BEGIN Material to process

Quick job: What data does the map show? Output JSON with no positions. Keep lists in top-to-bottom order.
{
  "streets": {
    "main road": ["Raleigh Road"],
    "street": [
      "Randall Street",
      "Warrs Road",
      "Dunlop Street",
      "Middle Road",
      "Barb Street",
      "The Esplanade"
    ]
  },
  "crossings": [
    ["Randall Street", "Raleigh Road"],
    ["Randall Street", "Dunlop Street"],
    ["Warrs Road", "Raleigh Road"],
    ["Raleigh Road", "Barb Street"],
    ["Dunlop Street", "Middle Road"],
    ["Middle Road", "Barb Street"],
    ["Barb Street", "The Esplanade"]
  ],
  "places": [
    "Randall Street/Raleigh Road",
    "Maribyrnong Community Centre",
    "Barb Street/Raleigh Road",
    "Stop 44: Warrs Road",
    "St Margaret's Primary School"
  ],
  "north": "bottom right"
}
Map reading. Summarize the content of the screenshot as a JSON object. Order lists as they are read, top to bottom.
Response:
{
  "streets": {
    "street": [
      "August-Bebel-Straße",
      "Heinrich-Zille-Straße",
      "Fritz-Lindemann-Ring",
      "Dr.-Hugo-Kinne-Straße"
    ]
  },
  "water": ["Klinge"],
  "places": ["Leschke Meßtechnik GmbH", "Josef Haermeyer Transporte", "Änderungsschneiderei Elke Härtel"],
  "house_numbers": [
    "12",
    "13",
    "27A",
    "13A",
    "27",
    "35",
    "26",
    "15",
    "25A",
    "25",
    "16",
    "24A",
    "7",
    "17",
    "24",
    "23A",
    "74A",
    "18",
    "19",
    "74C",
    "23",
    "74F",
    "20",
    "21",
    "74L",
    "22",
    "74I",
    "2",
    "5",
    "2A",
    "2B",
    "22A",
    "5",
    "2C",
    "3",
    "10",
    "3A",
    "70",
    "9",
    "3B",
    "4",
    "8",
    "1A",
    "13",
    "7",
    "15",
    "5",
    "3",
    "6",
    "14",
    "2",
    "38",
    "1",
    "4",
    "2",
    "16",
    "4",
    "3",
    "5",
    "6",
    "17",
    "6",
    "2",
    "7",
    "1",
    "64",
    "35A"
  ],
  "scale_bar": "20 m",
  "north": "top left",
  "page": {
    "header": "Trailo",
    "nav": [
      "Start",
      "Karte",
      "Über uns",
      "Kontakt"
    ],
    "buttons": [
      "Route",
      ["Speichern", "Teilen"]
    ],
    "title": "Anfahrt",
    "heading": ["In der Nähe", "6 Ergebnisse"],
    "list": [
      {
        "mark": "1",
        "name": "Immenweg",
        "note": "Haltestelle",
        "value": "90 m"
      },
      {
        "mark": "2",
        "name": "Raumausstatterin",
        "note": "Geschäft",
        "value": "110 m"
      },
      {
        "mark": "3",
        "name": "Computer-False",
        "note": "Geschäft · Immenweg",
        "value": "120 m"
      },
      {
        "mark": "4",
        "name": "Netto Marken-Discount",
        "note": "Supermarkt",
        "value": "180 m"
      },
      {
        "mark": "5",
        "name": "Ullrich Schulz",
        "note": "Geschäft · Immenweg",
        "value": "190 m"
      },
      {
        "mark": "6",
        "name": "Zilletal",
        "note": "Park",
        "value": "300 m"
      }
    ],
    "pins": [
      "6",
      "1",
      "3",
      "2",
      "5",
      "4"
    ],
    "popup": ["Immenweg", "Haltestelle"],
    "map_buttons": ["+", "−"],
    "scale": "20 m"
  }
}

END Material to process

Extract all of the material exactly as it is written.

Quick job: What data does the map show? Output JSON with no positions. Keep lists in top-to-bottom order.
{
  "streets": {
    "main road": ["Raleigh Road"],
    "street": [
      "Randall Street",
      "Warrs Road",
      "Dunlop Street",
      "Middle Road",
      "Barb Street",
      "The Esplanade"
    ]
  },
  "crossings": [
    ["Randall Street", "Raleigh Road"],
    ["Randall Street", "Dunlop Street"],
    ["Warrs Road", "Raleigh Road"],
    ["Raleigh Road", "Barb Street"],
    ["Dunlop Street", "Middle Road"],
    ["Middle Road", "Barb Street"],
    ["Barb Street", "The Esplanade"]
  ],
  "places": [
    "Randall Street/Raleigh Road",
    "Maribyrnong Community Centre",
    "Barb Street/Raleigh Road",
    "Stop 44: Warrs Road",
    "St Margaret's Primary School"
  ],
  "north": "bottom right"
}
Map reading. Summarize the content of the screenshot as a JSON object. Order lists as they are read, top to bottom.
Response:
{
  "streets": {
    "street": [
      "August-Bebel-Straße",
      "Heinrich-Zille-Straße",
      "Fritz-Lindemann-Ring",
      "Dr.-Hugo-Kinne-Straße"
    ]
  },
  "water": ["Klinge"],
  "places": ["Leschke Meßtechnik GmbH", "Josef Haermeyer Transporte", "Änderungsschneiderei Elke Härtel"],
  "house_numbers": [
    "12",
    "13",
    "27A",
    "13A",
    "27",
    "35",
    "26",
    "15",
    "25A",
    "25",
    "16",
    "24A",
    "7",
    "17",
    "24",
    "23A",
    "74A",
    "18",
    "19",
    "74C",
    "23",
    "74F",
    "20",
    "21",
    "74L",
    "22",
    "74I",
    "2",
    "5",
    "2A",
    "2B",
    "22A",
    "5",
    "2C",
    "3",
    "10",
    "3A",
    "70",
    "9",
    "3B",
    "4",
    "8",
    "1A",
    "13",
    "7",
    "15",
    "5",
    "3",
    "6",
    "14",
    "2",
    "38",
    "1",
    "4",
    "2",
    "16",
    "4",
    "3",
    "5",
    "6",
    "17",
    "6",
    "2",
    "7",
    "1",
    "64",
    "35A"
  ],
  "scale_bar": "20 m",
  "north": "top left",
  "page": {
    "header": "Trailo",
    "nav": [
      "Start",
      "Karte",
      "Über uns",
      "Kontakt"
    ],
    "buttons": [
      "Route",
      ["Speichern", "Teilen"]
    ],
    "title": "Anfahrt",
    "heading": ["In der Nähe", "6 Ergebnisse"],
    "list": [
      {
        "mark": "1",
        "name": "Immenweg",
        "note": "Haltestelle",
        "value": "90 m"
      },
      {
        "mark": "2",
        "name": "Raumausstatterin",
        "note": "Geschäft",
        "value": "110 m"
      },
      {
        "mark": "3",
        "name": "Computer-False",
        "note": "Geschäft · Immenweg",
        "value": "120 m"
      },
      {
        "mark": "4",
        "name": "Netto Marken-Discount",
        "note": "Supermarkt",
        "value": "180 m"
      },
      {
        "mark": "5",
        "name": "Ullrich Schulz",
        "note": "Geschäft · Immenweg",
        "value": "190 m"
      },
      {
        "mark": "6",
        "name": "Zilletal",
        "note": "Park",
        "value": "300 m"
      }
    ],
    "pins": [
      "6",
      "1",
      "3",
      "2",
      "5",
      "4"
    ],
    "popup": ["Immenweg", "Haltestelle"],
    "map_buttons": ["+", "−"],
    "scale": "20 m"
  }
}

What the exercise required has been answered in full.